Open msyriac opened 4 years ago
Hey @msyriac ! Thanks for pinging us about this (and sorry for the delay). So, initially this was meant to be a BB-only thing, but only because I didn't want to push this on other groups unless they found it useful. If you think it'd be useful for you guys, then I think what we should do is move all the pipeline-building code into a repo with a more generic name (+ improve the documentation), and move all the BB pipelines into another repo.
So indeed, although the current answers are 1. yes and 2. no, I think they should be 1. no and 2. yes, so I'm happy to do this. (b) sounds good, happy to include this.
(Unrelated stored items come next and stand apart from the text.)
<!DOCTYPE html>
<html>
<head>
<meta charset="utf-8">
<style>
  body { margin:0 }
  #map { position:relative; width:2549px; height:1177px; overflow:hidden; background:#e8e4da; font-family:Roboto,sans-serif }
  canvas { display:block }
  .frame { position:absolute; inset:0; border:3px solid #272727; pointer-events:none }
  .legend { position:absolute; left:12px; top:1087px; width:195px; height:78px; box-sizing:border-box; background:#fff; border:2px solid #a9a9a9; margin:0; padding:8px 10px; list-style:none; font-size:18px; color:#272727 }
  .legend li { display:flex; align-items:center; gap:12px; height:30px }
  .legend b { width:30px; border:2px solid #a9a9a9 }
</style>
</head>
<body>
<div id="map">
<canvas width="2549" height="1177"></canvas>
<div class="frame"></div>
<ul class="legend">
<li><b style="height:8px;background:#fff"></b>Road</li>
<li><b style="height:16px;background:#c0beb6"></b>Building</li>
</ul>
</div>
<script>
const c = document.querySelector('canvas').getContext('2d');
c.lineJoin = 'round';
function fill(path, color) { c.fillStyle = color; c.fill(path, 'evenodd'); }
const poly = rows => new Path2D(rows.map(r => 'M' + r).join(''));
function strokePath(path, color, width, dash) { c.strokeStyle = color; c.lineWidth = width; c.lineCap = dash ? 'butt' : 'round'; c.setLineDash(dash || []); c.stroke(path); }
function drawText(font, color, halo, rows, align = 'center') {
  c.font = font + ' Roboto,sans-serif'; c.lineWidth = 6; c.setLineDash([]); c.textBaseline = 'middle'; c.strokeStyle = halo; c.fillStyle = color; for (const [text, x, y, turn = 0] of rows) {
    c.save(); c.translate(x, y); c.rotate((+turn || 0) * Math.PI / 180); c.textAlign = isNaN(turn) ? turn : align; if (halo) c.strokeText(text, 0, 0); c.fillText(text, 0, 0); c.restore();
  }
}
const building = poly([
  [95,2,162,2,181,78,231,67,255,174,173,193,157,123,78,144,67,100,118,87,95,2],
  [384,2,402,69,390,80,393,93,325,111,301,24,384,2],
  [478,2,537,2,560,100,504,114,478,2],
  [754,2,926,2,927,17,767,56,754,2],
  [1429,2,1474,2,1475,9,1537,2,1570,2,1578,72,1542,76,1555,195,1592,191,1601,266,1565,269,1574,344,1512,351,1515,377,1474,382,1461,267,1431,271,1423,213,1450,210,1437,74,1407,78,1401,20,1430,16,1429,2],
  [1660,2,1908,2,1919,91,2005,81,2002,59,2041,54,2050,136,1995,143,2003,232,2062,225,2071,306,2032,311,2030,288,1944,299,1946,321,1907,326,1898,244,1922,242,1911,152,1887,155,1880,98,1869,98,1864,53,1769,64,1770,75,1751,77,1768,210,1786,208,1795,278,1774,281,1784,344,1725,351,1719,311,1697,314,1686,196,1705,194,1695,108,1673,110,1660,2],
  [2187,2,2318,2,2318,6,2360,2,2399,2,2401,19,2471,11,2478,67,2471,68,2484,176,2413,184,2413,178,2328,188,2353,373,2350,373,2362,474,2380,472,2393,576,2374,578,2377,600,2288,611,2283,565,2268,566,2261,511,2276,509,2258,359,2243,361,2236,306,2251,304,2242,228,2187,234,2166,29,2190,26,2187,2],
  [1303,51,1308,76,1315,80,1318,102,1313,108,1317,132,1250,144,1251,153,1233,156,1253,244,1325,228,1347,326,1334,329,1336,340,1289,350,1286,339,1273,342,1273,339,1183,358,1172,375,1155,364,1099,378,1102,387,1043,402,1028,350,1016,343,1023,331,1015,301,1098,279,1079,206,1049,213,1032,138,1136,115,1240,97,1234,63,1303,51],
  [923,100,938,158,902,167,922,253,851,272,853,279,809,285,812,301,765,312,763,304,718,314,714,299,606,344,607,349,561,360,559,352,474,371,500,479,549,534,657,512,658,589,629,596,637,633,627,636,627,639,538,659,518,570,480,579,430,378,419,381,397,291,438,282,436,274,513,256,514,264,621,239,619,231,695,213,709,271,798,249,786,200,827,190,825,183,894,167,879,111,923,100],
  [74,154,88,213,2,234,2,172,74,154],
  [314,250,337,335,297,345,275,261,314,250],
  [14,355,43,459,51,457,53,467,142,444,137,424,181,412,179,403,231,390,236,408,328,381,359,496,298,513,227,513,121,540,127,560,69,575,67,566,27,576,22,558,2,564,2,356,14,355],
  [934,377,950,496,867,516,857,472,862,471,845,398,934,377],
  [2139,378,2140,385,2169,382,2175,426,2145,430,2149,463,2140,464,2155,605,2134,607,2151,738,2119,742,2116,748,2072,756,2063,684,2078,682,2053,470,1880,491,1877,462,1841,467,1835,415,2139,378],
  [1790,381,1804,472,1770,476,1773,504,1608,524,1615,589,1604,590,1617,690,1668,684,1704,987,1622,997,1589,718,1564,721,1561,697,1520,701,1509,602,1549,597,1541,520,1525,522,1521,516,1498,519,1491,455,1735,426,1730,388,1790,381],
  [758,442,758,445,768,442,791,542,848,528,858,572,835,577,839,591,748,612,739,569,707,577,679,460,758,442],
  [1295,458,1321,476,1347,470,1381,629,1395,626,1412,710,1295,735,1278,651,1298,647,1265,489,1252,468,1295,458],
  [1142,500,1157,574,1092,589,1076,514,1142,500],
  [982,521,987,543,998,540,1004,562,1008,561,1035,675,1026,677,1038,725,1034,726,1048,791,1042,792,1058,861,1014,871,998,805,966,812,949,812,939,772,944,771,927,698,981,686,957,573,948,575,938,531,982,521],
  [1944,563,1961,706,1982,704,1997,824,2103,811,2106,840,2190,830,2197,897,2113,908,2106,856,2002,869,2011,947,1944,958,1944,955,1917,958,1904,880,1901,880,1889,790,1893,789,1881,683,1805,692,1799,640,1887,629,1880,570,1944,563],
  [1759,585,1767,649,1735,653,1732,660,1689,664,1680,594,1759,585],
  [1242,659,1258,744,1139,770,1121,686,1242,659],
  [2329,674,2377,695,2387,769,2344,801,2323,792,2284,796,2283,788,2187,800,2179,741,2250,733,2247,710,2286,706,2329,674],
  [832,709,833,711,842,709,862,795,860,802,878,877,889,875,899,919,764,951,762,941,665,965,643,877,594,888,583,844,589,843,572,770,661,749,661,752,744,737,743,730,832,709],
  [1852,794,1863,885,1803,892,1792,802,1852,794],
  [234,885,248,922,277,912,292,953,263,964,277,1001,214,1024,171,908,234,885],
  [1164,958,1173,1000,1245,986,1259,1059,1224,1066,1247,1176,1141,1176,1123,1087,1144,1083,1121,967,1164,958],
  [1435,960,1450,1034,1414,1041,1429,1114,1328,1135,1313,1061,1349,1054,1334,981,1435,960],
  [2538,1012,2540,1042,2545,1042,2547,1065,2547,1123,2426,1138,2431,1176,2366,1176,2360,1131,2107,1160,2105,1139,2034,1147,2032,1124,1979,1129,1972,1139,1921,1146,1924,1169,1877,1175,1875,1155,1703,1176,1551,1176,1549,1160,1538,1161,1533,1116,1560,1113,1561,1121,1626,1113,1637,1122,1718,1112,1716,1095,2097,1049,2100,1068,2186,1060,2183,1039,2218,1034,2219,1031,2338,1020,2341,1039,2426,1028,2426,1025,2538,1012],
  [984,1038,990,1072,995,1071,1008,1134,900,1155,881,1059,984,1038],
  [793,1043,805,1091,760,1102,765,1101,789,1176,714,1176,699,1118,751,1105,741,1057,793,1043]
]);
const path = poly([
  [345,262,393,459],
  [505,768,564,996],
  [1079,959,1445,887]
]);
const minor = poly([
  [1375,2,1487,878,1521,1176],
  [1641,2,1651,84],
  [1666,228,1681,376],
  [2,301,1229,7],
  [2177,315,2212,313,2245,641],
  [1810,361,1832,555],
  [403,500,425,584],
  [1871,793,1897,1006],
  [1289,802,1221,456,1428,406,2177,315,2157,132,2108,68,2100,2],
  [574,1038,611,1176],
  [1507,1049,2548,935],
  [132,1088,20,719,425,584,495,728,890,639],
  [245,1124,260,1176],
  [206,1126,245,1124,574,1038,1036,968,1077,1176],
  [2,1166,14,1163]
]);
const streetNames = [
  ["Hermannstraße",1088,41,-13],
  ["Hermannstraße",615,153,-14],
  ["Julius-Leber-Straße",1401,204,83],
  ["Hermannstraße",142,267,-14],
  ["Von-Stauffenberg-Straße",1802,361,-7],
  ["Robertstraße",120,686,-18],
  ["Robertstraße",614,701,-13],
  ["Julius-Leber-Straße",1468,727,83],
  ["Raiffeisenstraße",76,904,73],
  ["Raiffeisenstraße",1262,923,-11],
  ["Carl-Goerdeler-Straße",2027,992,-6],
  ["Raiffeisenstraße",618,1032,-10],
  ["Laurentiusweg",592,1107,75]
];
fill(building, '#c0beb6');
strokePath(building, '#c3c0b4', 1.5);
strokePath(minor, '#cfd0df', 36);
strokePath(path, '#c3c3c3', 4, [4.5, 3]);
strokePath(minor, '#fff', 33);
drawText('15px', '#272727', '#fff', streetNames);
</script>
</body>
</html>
How would you like to proceed?
We did consider it at the beginging, but postponed its usage to a later stage, when we would be able to weight better pro and cons based on concrete cases-of-use. My current feeling is that this pipeline makes heavy objects unpractical or expensive to recycle and move around . So, using a master script seemed more natural so far. I am happy to reconsider using BBPipe (or whatever its name will be) if the experts think differently
@dpole OK, thanks. That's interesting... What do you mean by "heavy objects" in this context? In principle this is kind of the problem that this is meant to solve, but maybe I'm missing something.
It is more likely that I am missing something and I can actually achieve what I want with BBPipe. So far when I analyzed LAT maps I was often close to saturating the node memory (and I wanted to avoid using MPI for simplicity).
Controlling memory usage and when objects are read or written seemed easier to me if I used a master script instead of a pipeline builder. Any comment on this is more than welcome. In particular, how easy it is to tell the pipeline if a given stage should pass the outputs directly to the next stage instead of writing them and passing only the location on disk?
On the other hand BBPipe seemed very convenient when you have non-trivial dependency graphs between stages, but that was not my case yet. In that case, can the scheduler take into account the memory necessary for each stage?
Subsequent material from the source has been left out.